Moreover, as an article posted at Conservative Home in July 2007 reveals, Cole spent much of last summer working out of Conservative Central Office with the previous Chairman of Conservative Future, Mark Clark, and Justine Greening MP, on the preparations for Conservative Future’s national Fresher’s Week recruitment drive and was even given his own e-mail address on the official conservatives.com domain.
He goes on to draw the conclusion on his own website that this impacts on the credibility of any argument they might make. This is the classic ad hominem circumstantial fallacy at play. Rather than taking on the argument it takes on the bias of two people and draw conclusions about the validity of an argument they make upon those circumstances of the arguer.

From a logical point of view this is a really crappy argument. The bias of a person does not itself make an argument made by the person invalid. Just because two people have been involved in X in the past it does not follow that their involvement in Y is linked to X as a 'false flag' operation.

This does not negate that the Centre for Open Politics might actually be what Unity says it is. The point is that the argument to justify the assertion that Unity is making is logically fallacious. Unity goes on to say that he will be contacting
the Electoral Commission, myself, to advise them of Cole’s undisclosed background in the confidence and advising them that there is ample evidence to suggest that Cole has submitted a wholly vexatious complaint.
All the "evidence" he refers to however is circumstantial. Again I stress, this is not an argument that Unity's conclusion is wrong, it's an argument that his route to reaching the conclusion is a logical pile of poo and essentially vexatious reasoning.

8 comments:

Guido Fawkes said...

I think my wife read that book.

dizzy said...

More fool you for leaving it lying around.

jailhouselawyer said...

"I think my wife read that book".

"More fool you for leaving it lying around".

LOL.

I read Unity's post and followed the link to LibCon (I haven't been there since my sardine munching days), and spotted a comment by Tim Ireland which said some Young Conservatives apologised to him. I thought it was a breath of fresh air, and left a comment saying as much, and wondered if the Left might learn a lesson from it but doubted it.

Unknown said...

And if, like me, you're a cheapskate you can just look this stuff up on the Internet. You'll find no shortage of information out there.

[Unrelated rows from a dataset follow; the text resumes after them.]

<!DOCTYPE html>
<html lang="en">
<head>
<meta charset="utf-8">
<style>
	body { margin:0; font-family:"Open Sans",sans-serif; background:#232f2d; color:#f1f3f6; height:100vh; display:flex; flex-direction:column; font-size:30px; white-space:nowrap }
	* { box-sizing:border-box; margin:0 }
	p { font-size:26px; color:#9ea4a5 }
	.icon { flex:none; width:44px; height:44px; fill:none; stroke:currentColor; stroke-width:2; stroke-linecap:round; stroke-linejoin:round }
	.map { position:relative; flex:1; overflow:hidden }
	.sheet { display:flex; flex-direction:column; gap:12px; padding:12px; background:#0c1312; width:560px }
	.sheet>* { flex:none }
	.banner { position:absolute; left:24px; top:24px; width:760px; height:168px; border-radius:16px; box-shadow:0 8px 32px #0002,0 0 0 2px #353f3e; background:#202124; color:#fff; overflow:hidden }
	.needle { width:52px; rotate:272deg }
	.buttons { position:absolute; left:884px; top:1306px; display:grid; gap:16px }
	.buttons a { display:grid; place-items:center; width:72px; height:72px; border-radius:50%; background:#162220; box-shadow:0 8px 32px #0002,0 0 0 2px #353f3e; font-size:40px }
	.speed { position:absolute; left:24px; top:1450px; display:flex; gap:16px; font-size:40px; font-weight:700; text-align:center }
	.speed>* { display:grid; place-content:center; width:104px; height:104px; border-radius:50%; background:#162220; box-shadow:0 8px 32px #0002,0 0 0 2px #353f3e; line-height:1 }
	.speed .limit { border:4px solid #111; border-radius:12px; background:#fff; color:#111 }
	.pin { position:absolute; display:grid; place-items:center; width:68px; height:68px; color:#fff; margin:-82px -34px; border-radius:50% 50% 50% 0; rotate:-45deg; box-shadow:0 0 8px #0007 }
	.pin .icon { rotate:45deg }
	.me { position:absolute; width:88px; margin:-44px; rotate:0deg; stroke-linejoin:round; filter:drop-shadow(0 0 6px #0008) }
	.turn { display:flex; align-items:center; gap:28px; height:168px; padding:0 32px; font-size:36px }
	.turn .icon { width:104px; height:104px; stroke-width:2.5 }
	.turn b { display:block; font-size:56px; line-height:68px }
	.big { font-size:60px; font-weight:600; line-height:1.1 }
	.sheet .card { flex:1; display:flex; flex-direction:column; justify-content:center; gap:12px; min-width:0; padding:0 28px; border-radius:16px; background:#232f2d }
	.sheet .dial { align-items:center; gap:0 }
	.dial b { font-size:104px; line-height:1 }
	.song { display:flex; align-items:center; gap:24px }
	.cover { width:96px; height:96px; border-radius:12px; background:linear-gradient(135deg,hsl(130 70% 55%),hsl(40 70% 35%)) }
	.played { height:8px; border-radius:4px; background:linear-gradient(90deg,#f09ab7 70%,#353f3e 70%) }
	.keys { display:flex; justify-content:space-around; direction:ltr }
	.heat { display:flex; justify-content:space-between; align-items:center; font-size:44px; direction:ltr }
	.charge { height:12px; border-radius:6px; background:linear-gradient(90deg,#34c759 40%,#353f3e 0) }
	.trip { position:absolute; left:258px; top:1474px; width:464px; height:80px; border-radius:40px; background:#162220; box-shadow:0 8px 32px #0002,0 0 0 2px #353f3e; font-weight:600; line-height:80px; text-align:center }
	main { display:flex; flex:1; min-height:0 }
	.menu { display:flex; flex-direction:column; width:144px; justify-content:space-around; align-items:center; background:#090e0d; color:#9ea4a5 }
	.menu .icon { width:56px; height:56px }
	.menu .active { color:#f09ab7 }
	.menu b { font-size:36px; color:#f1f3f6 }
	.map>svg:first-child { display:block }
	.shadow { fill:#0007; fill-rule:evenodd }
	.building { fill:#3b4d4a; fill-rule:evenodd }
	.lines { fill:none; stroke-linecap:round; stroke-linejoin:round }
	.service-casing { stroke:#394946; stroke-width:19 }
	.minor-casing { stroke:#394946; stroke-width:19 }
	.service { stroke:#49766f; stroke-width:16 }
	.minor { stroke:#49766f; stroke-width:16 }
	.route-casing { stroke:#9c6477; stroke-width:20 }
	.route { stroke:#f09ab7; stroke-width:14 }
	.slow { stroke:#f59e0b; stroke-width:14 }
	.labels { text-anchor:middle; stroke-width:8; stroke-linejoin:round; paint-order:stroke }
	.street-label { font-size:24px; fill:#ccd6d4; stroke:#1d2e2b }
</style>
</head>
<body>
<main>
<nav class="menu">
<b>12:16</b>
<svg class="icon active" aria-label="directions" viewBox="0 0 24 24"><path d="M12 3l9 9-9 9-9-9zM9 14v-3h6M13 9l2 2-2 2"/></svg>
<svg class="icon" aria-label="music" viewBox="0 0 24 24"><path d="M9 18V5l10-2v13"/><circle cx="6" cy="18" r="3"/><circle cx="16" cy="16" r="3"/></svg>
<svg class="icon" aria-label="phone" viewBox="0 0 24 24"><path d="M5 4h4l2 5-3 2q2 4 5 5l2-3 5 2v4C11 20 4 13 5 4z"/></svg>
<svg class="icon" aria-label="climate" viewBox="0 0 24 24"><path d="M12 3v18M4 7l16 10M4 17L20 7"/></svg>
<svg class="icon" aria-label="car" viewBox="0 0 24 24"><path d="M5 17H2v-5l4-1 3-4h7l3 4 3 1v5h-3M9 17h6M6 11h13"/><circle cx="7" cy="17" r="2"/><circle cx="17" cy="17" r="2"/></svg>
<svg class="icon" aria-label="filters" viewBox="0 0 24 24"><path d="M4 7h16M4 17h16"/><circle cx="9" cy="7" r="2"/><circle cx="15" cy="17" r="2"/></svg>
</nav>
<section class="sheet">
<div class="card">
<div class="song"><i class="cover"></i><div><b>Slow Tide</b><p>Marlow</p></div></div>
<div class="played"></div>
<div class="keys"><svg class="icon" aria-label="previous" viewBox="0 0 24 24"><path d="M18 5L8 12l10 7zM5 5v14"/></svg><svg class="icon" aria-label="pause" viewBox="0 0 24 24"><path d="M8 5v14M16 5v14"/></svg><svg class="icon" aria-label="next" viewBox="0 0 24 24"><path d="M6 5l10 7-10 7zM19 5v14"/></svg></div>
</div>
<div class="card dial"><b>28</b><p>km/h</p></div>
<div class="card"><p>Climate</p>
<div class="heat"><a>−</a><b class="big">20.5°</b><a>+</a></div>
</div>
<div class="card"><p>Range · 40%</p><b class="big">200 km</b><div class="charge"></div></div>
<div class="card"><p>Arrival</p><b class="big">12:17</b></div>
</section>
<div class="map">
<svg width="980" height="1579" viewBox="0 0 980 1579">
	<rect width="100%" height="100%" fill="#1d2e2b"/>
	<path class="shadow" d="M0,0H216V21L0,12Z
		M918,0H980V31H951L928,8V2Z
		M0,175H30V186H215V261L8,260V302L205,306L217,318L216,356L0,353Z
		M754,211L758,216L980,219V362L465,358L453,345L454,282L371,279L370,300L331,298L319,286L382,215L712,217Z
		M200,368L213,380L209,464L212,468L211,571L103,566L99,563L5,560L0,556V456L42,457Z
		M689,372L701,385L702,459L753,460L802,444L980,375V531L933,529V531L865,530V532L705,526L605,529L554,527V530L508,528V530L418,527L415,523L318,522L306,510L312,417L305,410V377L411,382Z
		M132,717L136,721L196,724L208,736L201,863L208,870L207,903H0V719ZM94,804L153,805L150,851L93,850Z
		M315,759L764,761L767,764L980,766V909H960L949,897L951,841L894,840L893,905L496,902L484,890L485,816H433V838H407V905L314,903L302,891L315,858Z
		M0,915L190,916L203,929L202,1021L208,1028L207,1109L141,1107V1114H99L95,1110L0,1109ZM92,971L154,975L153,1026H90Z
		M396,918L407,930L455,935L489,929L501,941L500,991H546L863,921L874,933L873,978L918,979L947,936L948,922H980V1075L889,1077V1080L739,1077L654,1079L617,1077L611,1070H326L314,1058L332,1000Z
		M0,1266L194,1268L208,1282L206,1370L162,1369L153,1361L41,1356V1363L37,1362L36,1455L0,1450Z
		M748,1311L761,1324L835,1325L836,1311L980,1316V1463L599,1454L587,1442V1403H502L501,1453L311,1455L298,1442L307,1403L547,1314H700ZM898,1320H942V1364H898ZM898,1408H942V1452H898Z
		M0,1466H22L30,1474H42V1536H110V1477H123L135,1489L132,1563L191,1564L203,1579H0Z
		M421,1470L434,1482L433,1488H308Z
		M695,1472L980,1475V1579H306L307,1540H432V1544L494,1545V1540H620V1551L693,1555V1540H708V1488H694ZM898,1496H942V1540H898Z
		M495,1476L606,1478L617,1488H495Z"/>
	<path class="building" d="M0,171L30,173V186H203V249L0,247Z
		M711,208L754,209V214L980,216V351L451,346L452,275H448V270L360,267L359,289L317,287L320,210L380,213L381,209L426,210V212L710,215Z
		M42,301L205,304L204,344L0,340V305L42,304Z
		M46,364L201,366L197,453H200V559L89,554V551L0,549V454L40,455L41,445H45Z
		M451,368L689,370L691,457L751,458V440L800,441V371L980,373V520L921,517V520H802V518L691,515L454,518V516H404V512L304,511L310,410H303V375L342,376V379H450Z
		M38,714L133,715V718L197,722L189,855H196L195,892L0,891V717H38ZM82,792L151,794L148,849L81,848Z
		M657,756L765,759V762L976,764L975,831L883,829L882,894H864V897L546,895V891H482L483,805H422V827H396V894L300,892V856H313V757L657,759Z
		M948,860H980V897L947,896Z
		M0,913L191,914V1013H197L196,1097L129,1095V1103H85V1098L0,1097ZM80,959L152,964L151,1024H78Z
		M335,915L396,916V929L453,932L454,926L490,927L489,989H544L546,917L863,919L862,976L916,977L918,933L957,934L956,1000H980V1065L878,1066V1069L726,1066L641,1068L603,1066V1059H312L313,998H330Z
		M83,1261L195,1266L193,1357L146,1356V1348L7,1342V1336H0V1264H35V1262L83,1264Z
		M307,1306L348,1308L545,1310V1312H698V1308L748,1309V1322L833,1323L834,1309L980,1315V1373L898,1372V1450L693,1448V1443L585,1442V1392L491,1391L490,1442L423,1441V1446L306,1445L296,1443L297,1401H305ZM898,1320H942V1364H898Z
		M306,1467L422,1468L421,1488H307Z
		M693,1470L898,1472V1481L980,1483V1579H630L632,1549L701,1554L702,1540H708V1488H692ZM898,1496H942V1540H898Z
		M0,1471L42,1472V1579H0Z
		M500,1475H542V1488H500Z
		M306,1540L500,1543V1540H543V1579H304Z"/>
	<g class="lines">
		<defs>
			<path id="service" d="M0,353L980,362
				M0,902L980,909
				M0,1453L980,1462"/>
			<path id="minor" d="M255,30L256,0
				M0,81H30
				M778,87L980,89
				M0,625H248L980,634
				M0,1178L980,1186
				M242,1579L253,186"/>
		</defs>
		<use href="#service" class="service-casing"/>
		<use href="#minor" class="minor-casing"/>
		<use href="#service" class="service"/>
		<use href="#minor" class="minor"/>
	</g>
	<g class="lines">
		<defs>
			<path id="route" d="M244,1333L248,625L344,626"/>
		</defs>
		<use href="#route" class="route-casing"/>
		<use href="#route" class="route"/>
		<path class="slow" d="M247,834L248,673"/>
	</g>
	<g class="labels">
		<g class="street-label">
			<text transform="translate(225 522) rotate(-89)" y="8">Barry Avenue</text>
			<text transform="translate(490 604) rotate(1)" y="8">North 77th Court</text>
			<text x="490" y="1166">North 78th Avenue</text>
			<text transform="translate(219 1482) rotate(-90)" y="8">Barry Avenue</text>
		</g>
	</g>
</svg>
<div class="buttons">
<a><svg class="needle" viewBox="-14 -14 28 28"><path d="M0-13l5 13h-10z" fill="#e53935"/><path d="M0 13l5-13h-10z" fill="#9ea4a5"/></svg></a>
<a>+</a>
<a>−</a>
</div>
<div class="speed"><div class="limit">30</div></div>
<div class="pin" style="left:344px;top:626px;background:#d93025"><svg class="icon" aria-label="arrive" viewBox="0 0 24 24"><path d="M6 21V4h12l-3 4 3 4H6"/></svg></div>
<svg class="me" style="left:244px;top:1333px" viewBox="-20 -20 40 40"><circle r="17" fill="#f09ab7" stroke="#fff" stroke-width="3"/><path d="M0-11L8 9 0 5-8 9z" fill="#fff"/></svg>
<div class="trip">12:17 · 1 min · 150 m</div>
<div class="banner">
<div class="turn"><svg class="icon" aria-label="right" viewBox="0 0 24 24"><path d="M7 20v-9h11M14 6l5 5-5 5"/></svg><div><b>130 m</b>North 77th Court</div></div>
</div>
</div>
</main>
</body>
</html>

tory boys never grow up said...

You are absolutely right that it doesn't follow logically that this is Tory front - but it might follow intuitively or statistically however.

You of course ingnored the biggest logical howler in Cole's posting about his letter to the Electoral Commission, namely


"The report confirmed information indicating that Gordon Brown received undeclared donations in kind from the Smith Institute in the form of the services of Bob Shrum, a pollster paid by the Smith Institute who advised Gordon Brown on electoral strategy"

No it didn't and the quotes he made from the report were all about the Smith Institute not having exercised proper control over Shrum's party political comments at one of their meetings.

The Charity Commission's investigation was very wide ranging and if they had thought that the Smith Institute was providing free services to the Labour Party they would have mentioned this in their report. BUT they didn't so the whole bais of Cole's argument has little logical basis whatsoever. So no wonder people might question his motivation!

dizzy said...

There is a world of difference between questioning motivation and making assertions that motivation is evidence of a flawed argument.

Anonymous said...

All BNP supporters are Nazis, skinheads etc.

X*Y = Z

Anonymous said...

This post does of course rely upon the fallacy that logic is the only determinant of a 'good' argument.

As was recognised until relatively recently, logic only goes so far (either because logic can produce more than one conclusion applying different techniques or because of the variety of facts, or a disagreement over premisses - Quentin Skinner's 'Reason and Rhetoric' on the role of rhetoric as ornament to the truth is very good on this in the early-modern context). At that point rhetoric becomes the essential tool - and the ad hominem argument is not only a perfectly good, but indeed a very successful, rhetorical technique.